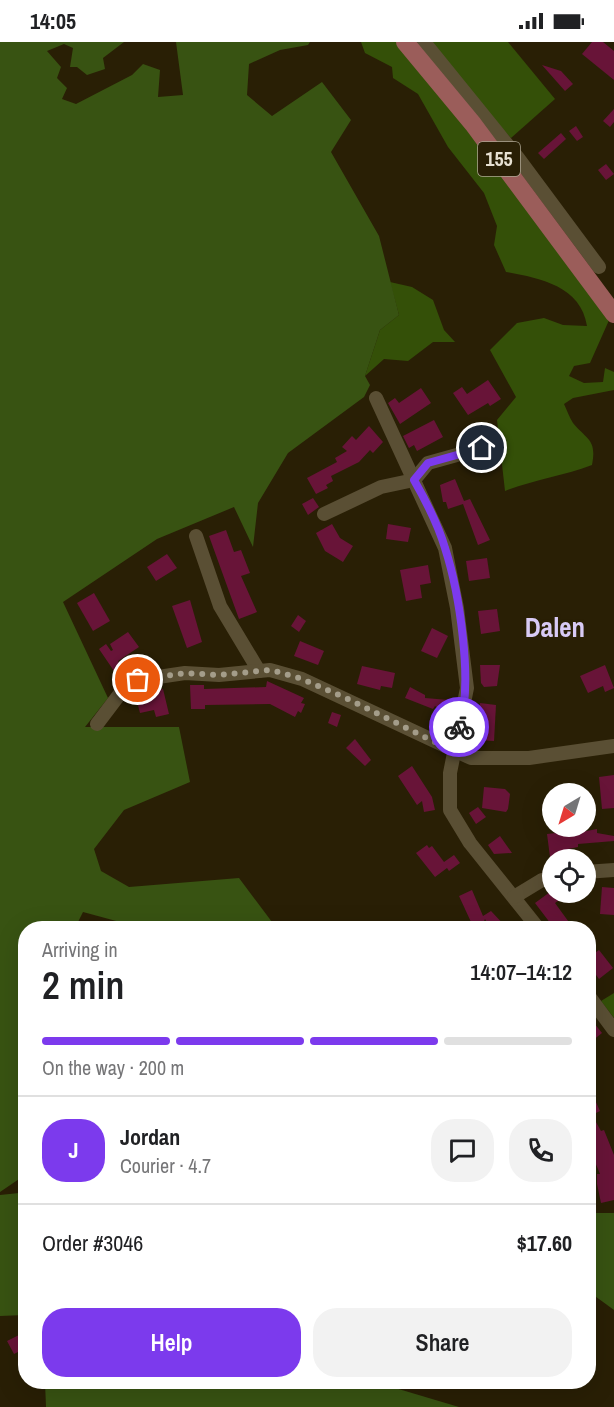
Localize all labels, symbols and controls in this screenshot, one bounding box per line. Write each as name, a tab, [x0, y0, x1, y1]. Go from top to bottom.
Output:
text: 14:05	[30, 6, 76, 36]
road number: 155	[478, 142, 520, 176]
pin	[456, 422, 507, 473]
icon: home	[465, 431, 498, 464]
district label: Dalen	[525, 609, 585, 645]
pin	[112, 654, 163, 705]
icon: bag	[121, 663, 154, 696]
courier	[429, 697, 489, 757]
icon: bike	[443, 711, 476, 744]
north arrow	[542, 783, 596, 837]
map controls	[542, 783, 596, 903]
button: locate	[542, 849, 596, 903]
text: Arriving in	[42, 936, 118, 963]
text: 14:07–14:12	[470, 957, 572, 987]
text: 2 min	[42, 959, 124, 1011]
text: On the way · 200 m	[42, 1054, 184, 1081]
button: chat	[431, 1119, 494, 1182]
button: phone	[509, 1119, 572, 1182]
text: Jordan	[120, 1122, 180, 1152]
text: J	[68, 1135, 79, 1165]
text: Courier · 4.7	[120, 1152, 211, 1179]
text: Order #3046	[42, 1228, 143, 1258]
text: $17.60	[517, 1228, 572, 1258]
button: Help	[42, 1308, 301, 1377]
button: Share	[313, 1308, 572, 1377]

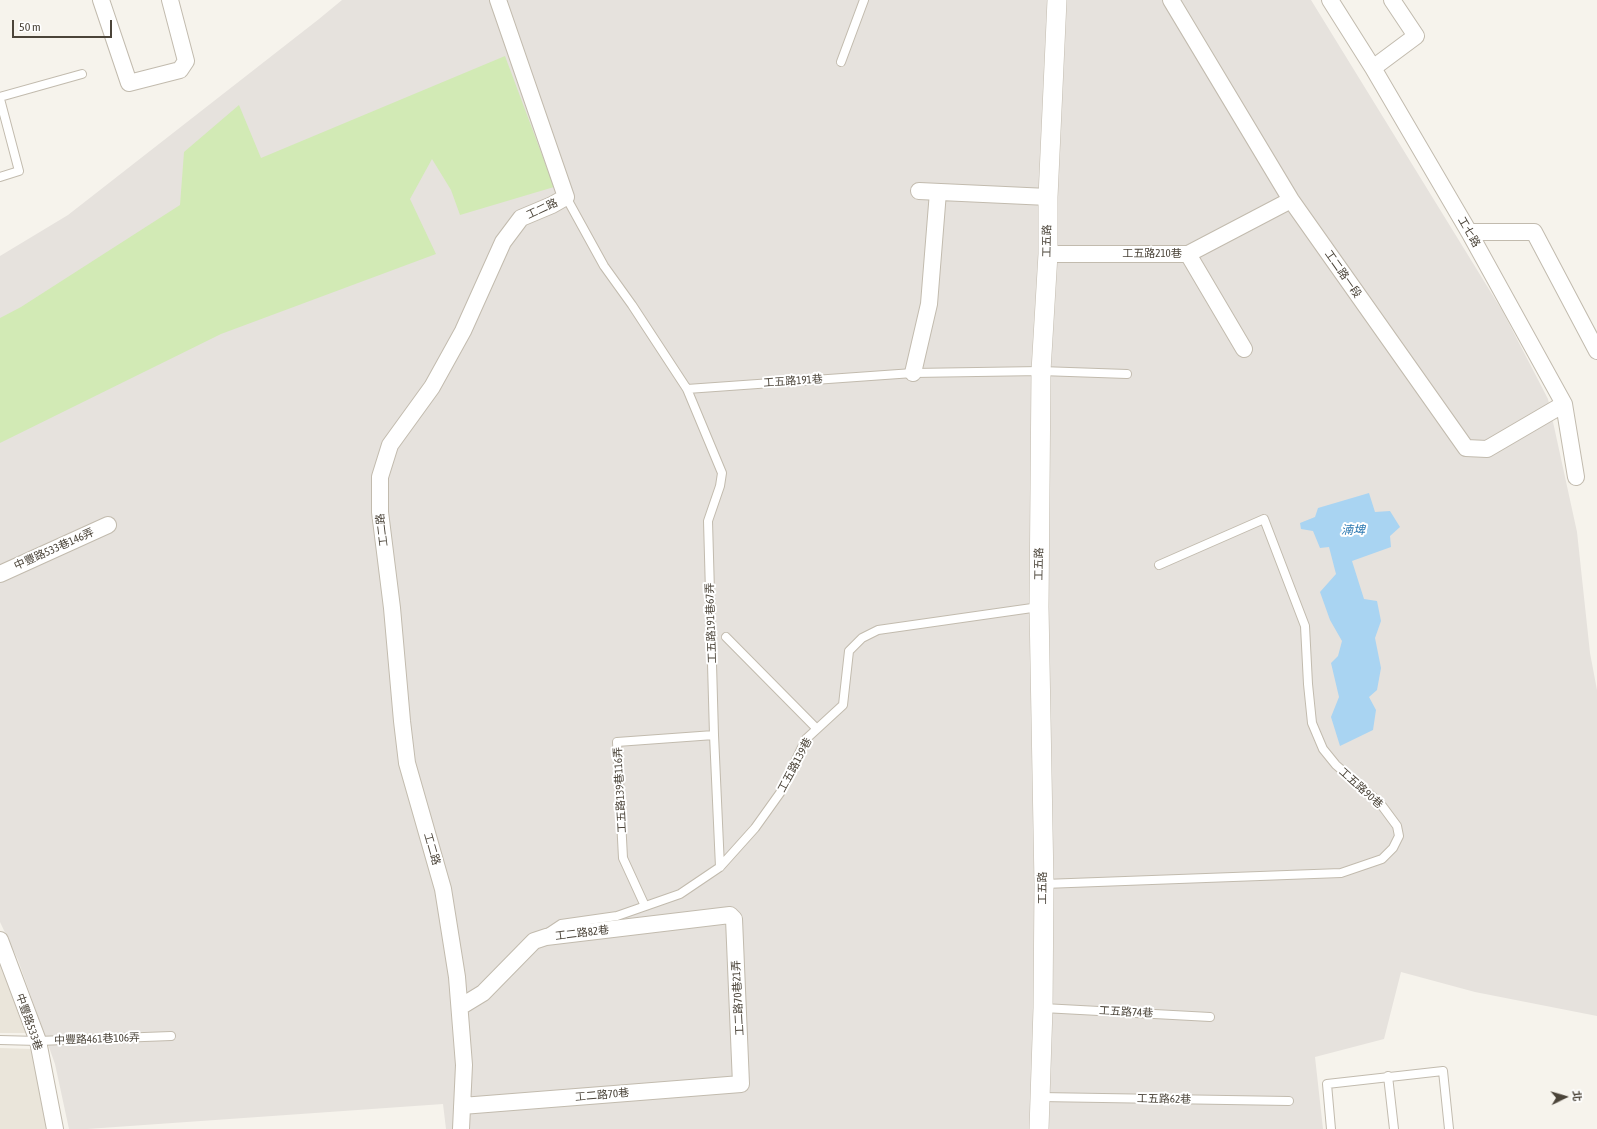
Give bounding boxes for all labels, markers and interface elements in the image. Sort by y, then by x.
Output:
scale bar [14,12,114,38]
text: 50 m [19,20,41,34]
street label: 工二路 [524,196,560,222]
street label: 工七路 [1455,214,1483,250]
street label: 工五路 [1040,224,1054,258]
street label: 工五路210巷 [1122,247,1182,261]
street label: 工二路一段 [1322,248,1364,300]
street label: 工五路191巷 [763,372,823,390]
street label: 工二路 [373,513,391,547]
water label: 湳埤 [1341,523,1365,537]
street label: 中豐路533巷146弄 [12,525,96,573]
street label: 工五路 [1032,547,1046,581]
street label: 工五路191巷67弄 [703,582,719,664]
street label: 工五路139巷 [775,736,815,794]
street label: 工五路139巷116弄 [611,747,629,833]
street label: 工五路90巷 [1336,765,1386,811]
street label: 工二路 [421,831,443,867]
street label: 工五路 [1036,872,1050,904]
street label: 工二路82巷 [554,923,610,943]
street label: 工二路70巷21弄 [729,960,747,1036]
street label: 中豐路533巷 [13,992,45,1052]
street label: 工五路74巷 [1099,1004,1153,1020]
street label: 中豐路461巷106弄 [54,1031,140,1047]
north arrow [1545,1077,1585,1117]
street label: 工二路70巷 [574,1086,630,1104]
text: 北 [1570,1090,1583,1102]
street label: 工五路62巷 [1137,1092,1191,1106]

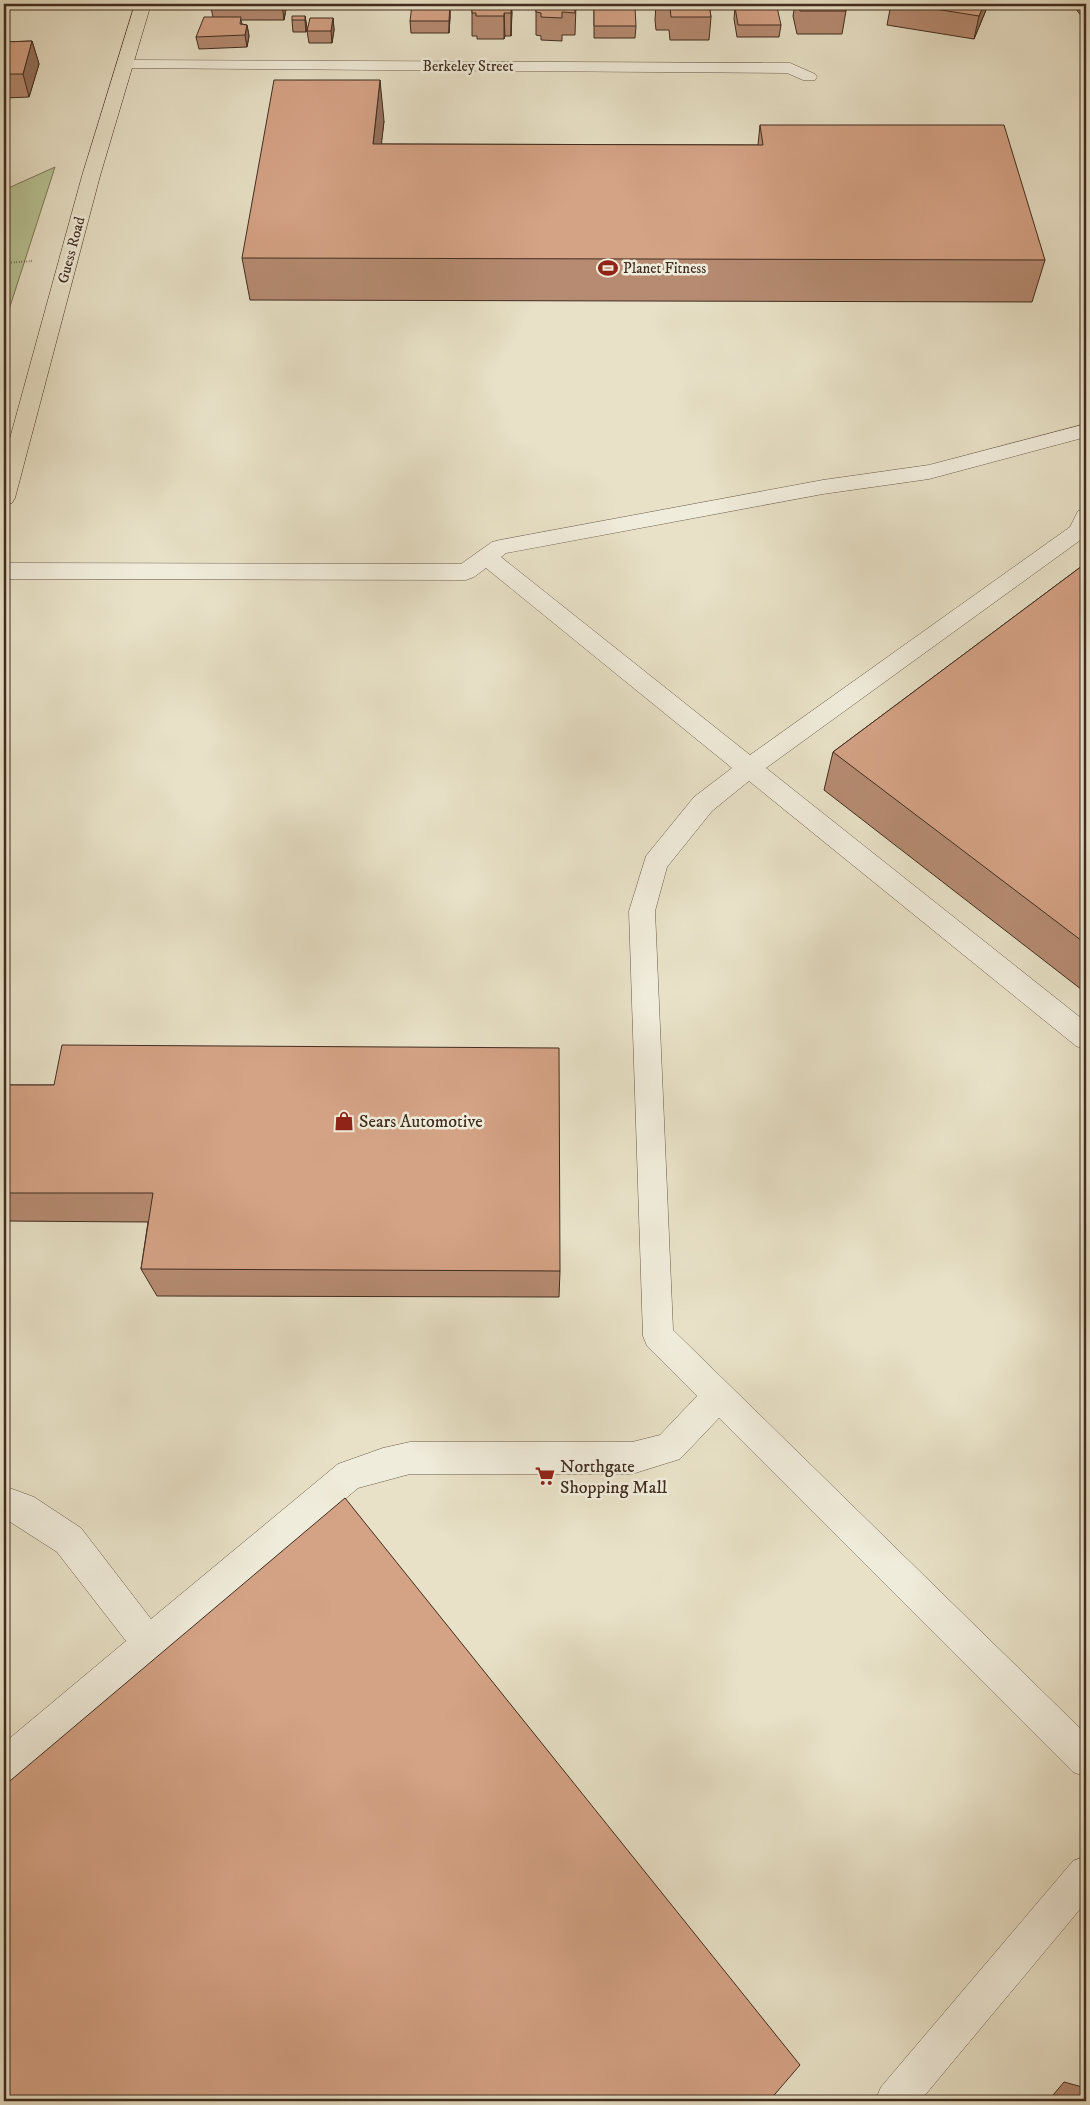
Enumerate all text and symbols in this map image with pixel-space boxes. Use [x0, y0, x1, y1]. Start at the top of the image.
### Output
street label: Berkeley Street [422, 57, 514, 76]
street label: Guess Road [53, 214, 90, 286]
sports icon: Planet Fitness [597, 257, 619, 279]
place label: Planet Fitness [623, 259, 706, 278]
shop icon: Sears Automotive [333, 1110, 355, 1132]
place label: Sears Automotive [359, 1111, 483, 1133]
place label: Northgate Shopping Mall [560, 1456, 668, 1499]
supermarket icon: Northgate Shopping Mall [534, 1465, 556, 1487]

◇ ◇ ◇ ◇ ◇ ◇ ◇

*What to produce*
Leave the pictures out and return the rest of the listing exactly.

*Answer section*
Localize all labels, symbols and controls in this screenshot, one bounding box per line. Write each as name, a tab, [x0, y0, x1, y1]. Go from top to bottom.
Output:
text: 14:05	[30, 6, 76, 36]
road number: 155	[478, 142, 520, 176]
pin	[456, 422, 507, 473]
icon: home	[465, 431, 498, 464]
district label: Dalen	[525, 609, 585, 645]
pin	[112, 654, 163, 705]
icon: bag	[121, 663, 154, 696]
courier	[429, 697, 489, 757]
icon: bike	[443, 711, 476, 744]
north arrow	[542, 783, 596, 837]
map controls	[542, 783, 596, 903]
button: locate	[542, 849, 596, 903]
text: Arriving in	[42, 936, 118, 963]
text: 14:07–14:12	[470, 957, 572, 987]
text: 2 min	[42, 959, 124, 1011]
text: On the way · 200 m	[42, 1054, 184, 1081]
button: chat	[431, 1119, 494, 1182]
button: phone	[509, 1119, 572, 1182]
text: Jordan	[120, 1122, 180, 1152]
text: J	[68, 1135, 79, 1165]
text: Courier · 4.7	[120, 1152, 211, 1179]
text: Order #3046	[42, 1228, 143, 1258]
text: $17.60	[517, 1228, 572, 1258]
button: Help	[42, 1308, 301, 1377]
button: Share	[313, 1308, 572, 1377]

Give bounding boxes for all labels, markers and interface elements in the image. Sort by y, then by x.
Output:
scale bar [14,12,114,38]
text: 50 m [19,20,41,34]
street label: 工二路 [524,196,560,222]
street label: 工七路 [1455,214,1483,250]
street label: 工五路 [1040,224,1054,258]
street label: 工五路210巷 [1122,247,1182,261]
street label: 工二路一段 [1322,248,1364,300]
street label: 工五路191巷 [763,372,823,390]
street label: 工二路 [373,513,391,547]
water label: 湳埤 [1341,523,1365,537]
street label: 中豐路533巷146弄 [12,525,96,573]
street label: 工五路 [1032,547,1046,581]
street label: 工五路191巷67弄 [703,582,719,664]
street label: 工五路139巷 [775,736,815,794]
street label: 工五路139巷116弄 [611,747,629,833]
street label: 工五路90巷 [1336,765,1386,811]
street label: 工二路 [421,831,443,867]
street label: 工五路 [1036,872,1050,904]
street label: 工二路82巷 [554,923,610,943]
street label: 工二路70巷21弄 [729,960,747,1036]
street label: 中豐路533巷 [13,992,45,1052]
street label: 工五路74巷 [1099,1004,1153,1020]
street label: 中豐路461巷106弄 [54,1031,140,1047]
north arrow [1545,1077,1585,1117]
street label: 工二路70巷 [574,1086,630,1104]
text: 北 [1570,1090,1583,1102]
street label: 工五路62巷 [1137,1092,1191,1106]

Enumerate all text and symbols in this map image with pixel-space boxes. Use [x0, y0, x1, y1]. Start at the top of the image.
### Output
street label: Berkeley Street [422, 57, 514, 76]
street label: Guess Road [53, 214, 90, 286]
sports icon: Planet Fitness [597, 257, 619, 279]
place label: Planet Fitness [623, 259, 706, 278]
shop icon: Sears Automotive [333, 1110, 355, 1132]
place label: Sears Automotive [359, 1111, 483, 1133]
place label: Northgate Shopping Mall [560, 1456, 668, 1499]
supermarket icon: Northgate Shopping Mall [534, 1465, 556, 1487]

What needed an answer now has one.